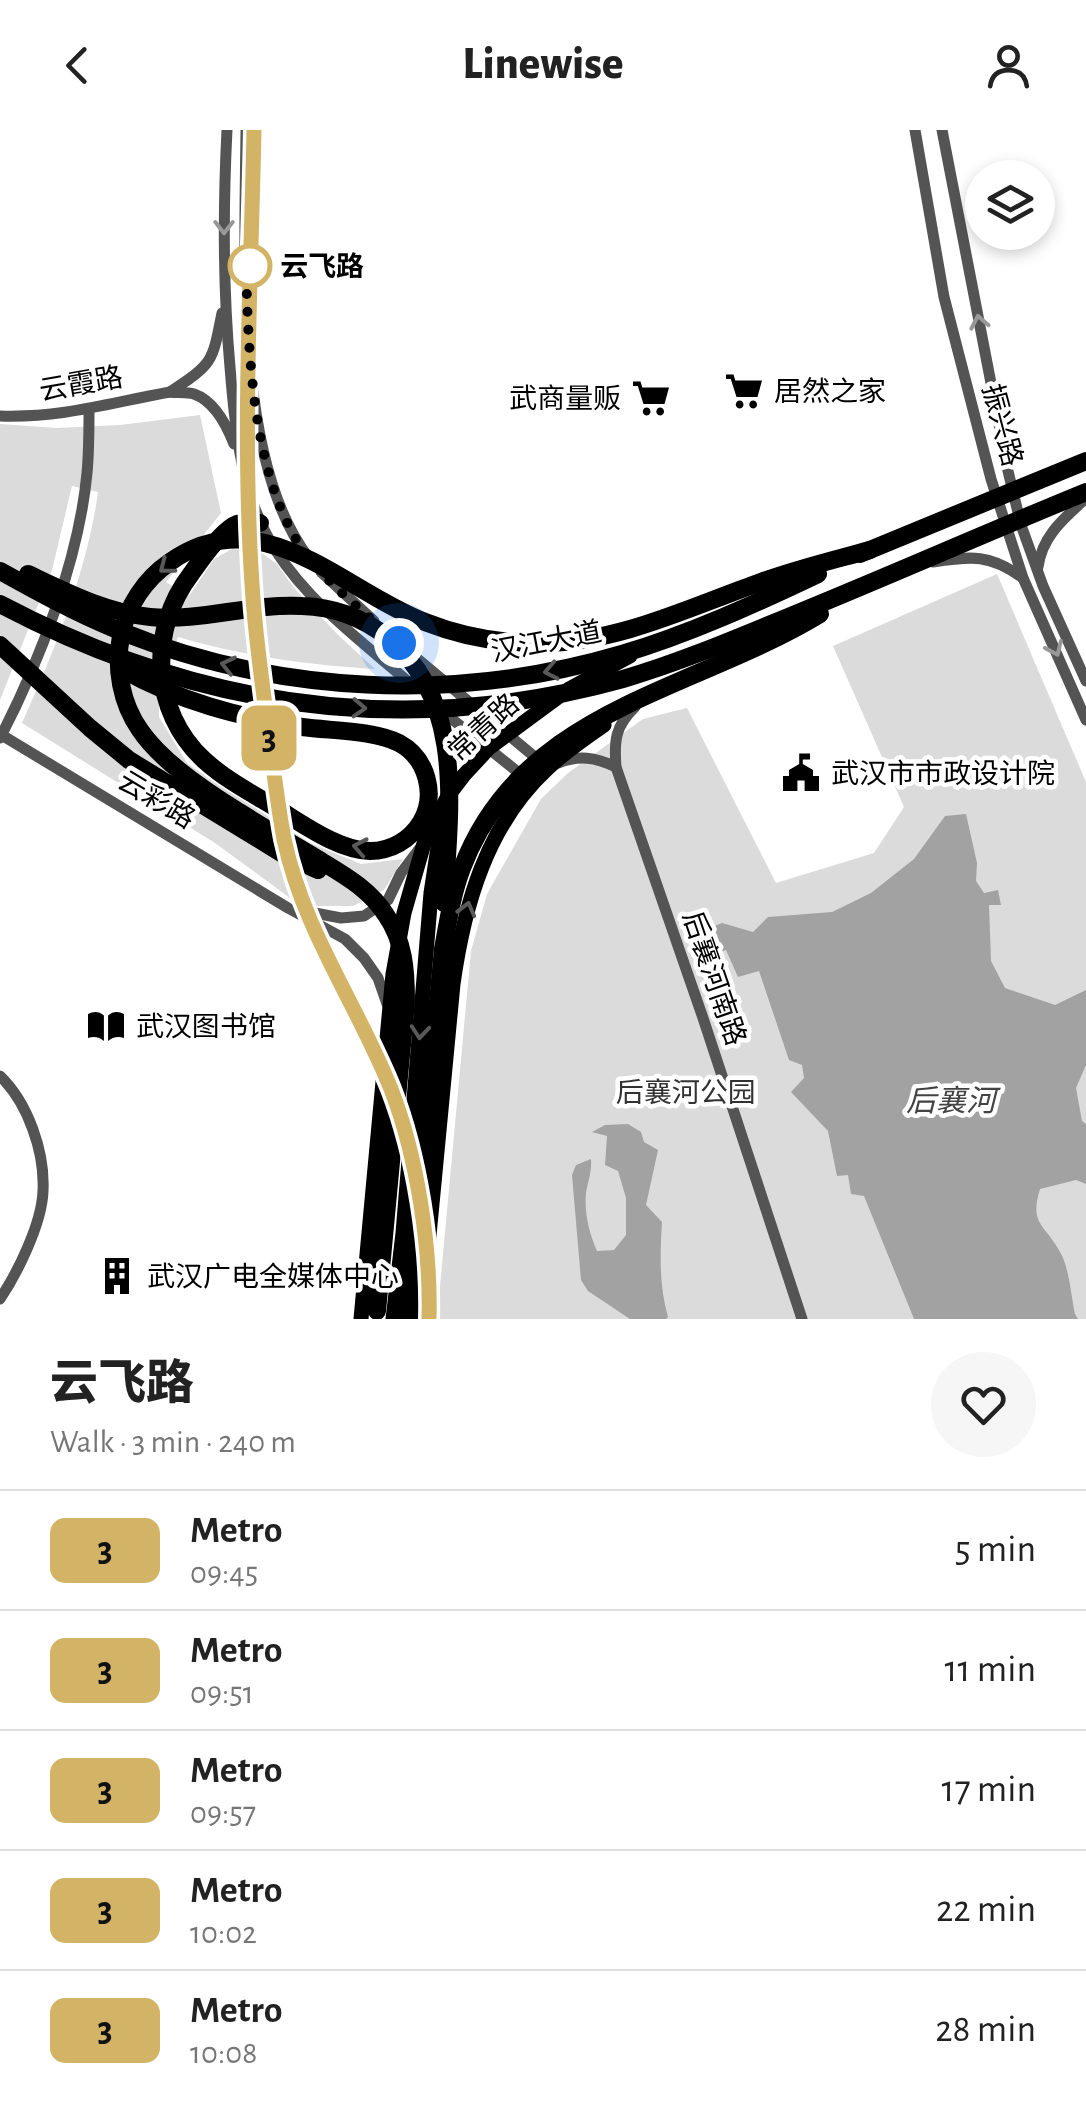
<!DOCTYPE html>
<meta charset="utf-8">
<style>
:root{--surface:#fff;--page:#f6f6f6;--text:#222;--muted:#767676;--line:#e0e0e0}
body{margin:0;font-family:"Alegreya Sans","Noto Sans SC",sans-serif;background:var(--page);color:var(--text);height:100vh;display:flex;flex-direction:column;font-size:38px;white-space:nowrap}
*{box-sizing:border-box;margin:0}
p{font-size:32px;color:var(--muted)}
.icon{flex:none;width:55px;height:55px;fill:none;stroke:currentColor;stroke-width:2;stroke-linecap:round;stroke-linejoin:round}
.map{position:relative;height:1189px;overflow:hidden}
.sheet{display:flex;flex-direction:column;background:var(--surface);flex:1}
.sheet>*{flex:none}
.badge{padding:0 20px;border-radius:15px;font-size:35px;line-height:65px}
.buttons{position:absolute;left:965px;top:30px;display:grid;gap:20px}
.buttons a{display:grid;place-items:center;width:90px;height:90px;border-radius:50%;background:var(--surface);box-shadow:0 5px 15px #0003;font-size:50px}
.you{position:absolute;width:50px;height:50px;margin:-25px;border:8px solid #fff;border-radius:50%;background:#1a73e8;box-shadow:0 0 0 15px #1a73e833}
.map>.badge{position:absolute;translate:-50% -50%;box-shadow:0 0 0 5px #fff}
.round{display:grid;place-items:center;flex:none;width:105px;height:105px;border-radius:52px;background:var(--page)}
.headline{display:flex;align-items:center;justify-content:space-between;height:170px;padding:0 50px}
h1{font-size:48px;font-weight:800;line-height:75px}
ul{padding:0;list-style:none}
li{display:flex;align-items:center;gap:30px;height:120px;padding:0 50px;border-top:2px solid var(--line)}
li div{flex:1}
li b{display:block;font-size:38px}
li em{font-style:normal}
li .badge{min-width:110px;font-weight:700;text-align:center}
header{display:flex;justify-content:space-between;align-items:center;height:130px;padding:0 50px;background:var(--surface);font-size:45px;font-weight:800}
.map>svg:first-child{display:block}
.green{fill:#dbdbdb}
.water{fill:#a2a2a2}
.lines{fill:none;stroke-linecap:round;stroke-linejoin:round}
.minor{stroke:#545454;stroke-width:11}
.major{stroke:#000;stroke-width:15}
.highway{stroke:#000;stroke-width:18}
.oneway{stroke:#989898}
.oneway2{stroke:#595959}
.line-casing{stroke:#fff;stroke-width:22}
.line{stroke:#d3b466;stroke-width:15}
.walk{stroke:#000;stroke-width:10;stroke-dasharray:0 18}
.stop-dot{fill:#fff;stroke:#d3b466;stroke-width:5}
.labels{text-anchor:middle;stroke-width:9;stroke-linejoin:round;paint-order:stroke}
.stop-label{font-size:28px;font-weight:bold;fill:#000;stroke:#fff;text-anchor:start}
.street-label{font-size:28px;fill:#000;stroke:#fff}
.poi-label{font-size:28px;fill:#000;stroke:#fff;text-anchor:start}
.park-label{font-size:28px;fill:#323232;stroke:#fff}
.water-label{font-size:30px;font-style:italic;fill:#434343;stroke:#fff}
</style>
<header><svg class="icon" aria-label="back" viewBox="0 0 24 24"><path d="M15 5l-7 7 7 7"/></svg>Linewise<svg class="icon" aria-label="person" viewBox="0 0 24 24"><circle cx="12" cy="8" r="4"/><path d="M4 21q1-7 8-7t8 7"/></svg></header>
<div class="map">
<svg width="1086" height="1189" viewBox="0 0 1086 1189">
<rect width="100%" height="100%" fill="#fff"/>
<g class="green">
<path d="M200,285l21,98 -55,69 23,14 25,-37 18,-10 27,2 18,13 17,24 44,47 37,34c-67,-4 -132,-13 -197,-32l-19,60v20l28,46 25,18 98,62 51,21 42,-5 -19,31 -31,16h-36l-27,-8 -75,-55 -193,-120c33,-74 65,-151 76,-231l-26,-6 -20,84 -52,130v-276l56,4 64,-3z"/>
<polygon points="997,444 1086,652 1086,1189 437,1189 471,821 487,764 541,669 568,643 643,589 687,578 776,753 874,723 904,677 833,516"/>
</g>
<g class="water">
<path d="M966,684l11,49 -1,18 8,12 14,-3 3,15h-12l2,56 14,27 50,17 31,-15v75l-10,23 6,33 4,3v60l-10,-4 -36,9c-11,36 5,35 20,63 9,14 11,44 15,62l3,5h-164l-50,-123 -13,-2 -3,-19 -11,1 -9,-45 -37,-39 13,-14 -2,-13 -13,-5 -30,-89 -21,6 -12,-27 -25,8 -9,-23 30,-12 31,9 15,-15 64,-5 39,-19 43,-34 31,-43z"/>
<path d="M628,994l13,8 3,10 14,8 -12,55 16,17c-2,33 -3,63 6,95l-2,2h-36l-42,-28 -7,-11 -9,-105 4,-10 15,-6c1,13 -3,22 -5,34 -2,19 3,40 11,58l17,-1 12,-15v-37l-8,-27 -13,-6 2,-29 -15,-4 13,-7z"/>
</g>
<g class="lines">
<g class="minor">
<path d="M227,0c-4,79 -4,159 3,237 5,64 11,129 46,184 34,53 89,93 136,134"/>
<path d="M246,0c-1,117 -12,333 63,428"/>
<polyline points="915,0 944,167 991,349 1023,448 1086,590"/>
<polyline points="942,0 1008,341 1021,395 1043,456 1086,551"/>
<path d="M222,183c-10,51 -9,50 -52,79 7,1 17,0 24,2 20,7 33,32 40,50"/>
<path d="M0,286c63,2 109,-13 170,-24"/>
<path d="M933,432c39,-6 57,-8 90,16"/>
<path d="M1038,437c4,-30 24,-47 46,-67"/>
<polyline points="321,442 374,491"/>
<polyline points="414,526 542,633"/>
<polyline points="437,577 524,647"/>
<path d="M635,577c-20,19 -21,34 -19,60l87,251 99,301"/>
<polyline points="0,604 288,778 345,809 364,828 378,848 387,874"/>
<path d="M0,608c40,-77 79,-179 87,-265 2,-21 2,-42 2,-63"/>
<path d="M558,633c21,-8 37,-6 58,4"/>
<polyline points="299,780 341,788 364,786 388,770 401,743 420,718"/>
<path d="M0,946c28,27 45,76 43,115 -1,32 -25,81 -43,108"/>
</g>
<g class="major">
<polyline points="361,1189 393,844 404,783 425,710 448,666 464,645 489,618 569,559 630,526"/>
<polyline points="393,1189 403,1103 431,763 443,685"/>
<path d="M421,1189l32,-335c11,-79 34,-160 95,-216 17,-16 37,-30 56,-43"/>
</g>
<g class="highway">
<polyline points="860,424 1086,331"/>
<path d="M0,441c38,21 76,42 115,58 161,66 341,74 507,25 67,-20 133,-50 196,-80"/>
<path d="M28,444c38,18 79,39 122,43 51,5 101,-14 152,-11 31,1 61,12 85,31 80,64 62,176 57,266"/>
<path d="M0,474c197,104 406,135 623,75 58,-17 114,-41 170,-64 98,-40 195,-83 293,-123"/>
<polyline points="0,515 90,598 129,630 283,724 318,740"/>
<path d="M122,539c56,32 117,48 180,58 29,4 72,3 97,16 28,15 38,52 22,79 -11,18 -30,29 -51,29 -31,-1 -64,-25 -89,-40 -26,-16 -54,-30 -77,-51 -53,-49 -56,-130 -13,-186 9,-13 32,-45 46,-50 6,-2 17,-1 23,-1"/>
<path d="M377,1181l29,-309c0,-32 -2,-61 -20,-87 -17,-27 -44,-41 -70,-57 -51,-31 -143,-79 -176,-128 -19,-27 -25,-62 -19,-94 6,-30 24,-57 49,-74 92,-65 172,28 255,60 38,15 78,22 119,21 76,-1 146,-36 217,-61 35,-13 73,-22 109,-32"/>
<path d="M408,1189l35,-370c5,-27 9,-55 19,-81 60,-159 230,-176 358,-254"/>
</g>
</g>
<defs><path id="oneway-chevron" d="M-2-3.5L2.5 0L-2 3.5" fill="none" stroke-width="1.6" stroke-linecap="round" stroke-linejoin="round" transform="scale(2.5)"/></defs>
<g class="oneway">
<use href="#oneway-chevron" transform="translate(224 97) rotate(90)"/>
<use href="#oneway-chevron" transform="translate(979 192) rotate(-101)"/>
<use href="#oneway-chevron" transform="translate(1055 519) rotate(66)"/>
</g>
<g class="oneway2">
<use href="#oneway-chevron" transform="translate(166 437) rotate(142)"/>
<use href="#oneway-chevron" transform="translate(228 535) rotate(-167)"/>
<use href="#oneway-chevron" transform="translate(551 541) rotate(169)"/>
<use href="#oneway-chevron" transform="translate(359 578) rotate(3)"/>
<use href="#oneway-chevron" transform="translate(360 717) rotate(-169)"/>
<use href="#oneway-chevron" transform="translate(467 779) rotate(-75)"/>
<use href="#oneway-chevron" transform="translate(420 902) rotate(95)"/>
</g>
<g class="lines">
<g class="line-casing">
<path id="line" d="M254,0c-3,151 -12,303 -2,454 3,53 11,105 18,158 4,32 8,65 14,97 19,91 73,165 107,250 26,67 40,158 38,230"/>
</g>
<use href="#line" class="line"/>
<path class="walk" d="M250,136l-4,-3c2,87 6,217 59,290 26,34 62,62 94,90"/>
</g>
<defs>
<g id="supermarket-bare" transform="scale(3)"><path d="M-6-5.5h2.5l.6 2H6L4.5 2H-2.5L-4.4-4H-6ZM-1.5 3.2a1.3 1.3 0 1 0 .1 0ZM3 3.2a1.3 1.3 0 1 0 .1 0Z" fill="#000" stroke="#fff" stroke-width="2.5" paint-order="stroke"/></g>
<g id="civic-bare" transform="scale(3)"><path d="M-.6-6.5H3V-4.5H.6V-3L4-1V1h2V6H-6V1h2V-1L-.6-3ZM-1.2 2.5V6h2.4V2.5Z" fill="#000" stroke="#fff" stroke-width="2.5" paint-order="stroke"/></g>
<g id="library-bare" transform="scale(3)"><path d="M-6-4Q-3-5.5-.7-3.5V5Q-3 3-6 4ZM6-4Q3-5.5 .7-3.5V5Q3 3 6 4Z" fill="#000" stroke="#fff" stroke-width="2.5" paint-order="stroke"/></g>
<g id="building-bare" transform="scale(3)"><path d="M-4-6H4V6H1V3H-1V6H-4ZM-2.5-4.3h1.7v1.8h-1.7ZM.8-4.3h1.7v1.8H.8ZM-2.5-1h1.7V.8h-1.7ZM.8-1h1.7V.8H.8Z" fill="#000" stroke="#fff" stroke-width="2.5" paint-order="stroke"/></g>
</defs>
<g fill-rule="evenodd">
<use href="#supermarket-bare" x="744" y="261"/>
<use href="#supermarket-bare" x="651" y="268"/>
<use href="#civic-bare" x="801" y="643"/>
<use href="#library-bare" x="106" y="896"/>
<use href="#building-bare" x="117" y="1146"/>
</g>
<circle class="stop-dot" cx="250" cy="136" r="20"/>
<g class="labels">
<g class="stop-label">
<text x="280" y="146">云飞路</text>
</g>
<g class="street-label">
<text transform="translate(81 253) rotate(-10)" y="10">云霞路</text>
<text transform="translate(1003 295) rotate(75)" y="10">振兴路</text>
<text transform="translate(546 511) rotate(-11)" y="10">汉江大道</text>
<text transform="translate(483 597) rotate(-42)" y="10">常青路</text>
<text transform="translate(157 669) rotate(31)" y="10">云彩路</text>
<text transform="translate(715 848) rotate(71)" y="10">后襄河南路</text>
</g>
<g class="poi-label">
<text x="774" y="271">居然之家</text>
<text x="621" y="278" text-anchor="end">武商量贩</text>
<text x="831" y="653">武汉市市政设计院</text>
<text x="136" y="906">武汉图书馆</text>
<text x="147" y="1156">武汉广电全媒体中心</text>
</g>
<g class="park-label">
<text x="686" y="972">后襄河公园</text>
</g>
<g class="water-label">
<text x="951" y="981">后襄河</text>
</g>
</g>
</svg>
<div class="buttons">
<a><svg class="icon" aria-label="layers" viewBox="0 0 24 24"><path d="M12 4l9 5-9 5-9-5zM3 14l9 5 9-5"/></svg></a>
</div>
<div class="you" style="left:399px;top:513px"></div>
<b class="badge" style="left:269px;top:608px;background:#d3b466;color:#111">3</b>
</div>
<section class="sheet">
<div class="headline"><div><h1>云飞路</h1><p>Walk · 3 min · 240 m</p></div><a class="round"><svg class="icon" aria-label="heart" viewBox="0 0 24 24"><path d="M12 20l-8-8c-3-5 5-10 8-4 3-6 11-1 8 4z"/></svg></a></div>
<ul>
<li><span class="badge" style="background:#d3b466;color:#111">3</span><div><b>Metro</b><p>09:45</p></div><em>5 min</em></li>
<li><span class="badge" style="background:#d3b466;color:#111">3</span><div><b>Metro</b><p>09:51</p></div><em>11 min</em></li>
<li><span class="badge" style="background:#d3b466;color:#111">3</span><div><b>Metro</b><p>09:57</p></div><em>17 min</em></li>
<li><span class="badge" style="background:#d3b466;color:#111">3</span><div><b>Metro</b><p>10:02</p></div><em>22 min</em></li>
<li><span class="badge" style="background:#d3b466;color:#111">3</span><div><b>Metro</b><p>10:08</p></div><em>28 min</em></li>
</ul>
</section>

○ ○ ○ ○ ○ ○ ○

• [WHAT NEEDS TO BE DONE]: Your answer should consist of every line from the entries that holds "margin".

• [OUTPUT FOR THIS TASK]:
body{margin:0;font-family:"Alegreya Sans","Noto Sans SC",sans-serif;background:var(--page);color:var(--text);height:100vh;display:flex;flex-direction:column;font-size:38px;white-space:nowrap}
*{box-sizing:border-box;margin:0}
.you{position:absolute;width:50px;height:50px;margin:-25px;border:8px solid #fff;border-radius:50%;background:#1a73e8;box-shadow:0 0 0 15px #1a73e833}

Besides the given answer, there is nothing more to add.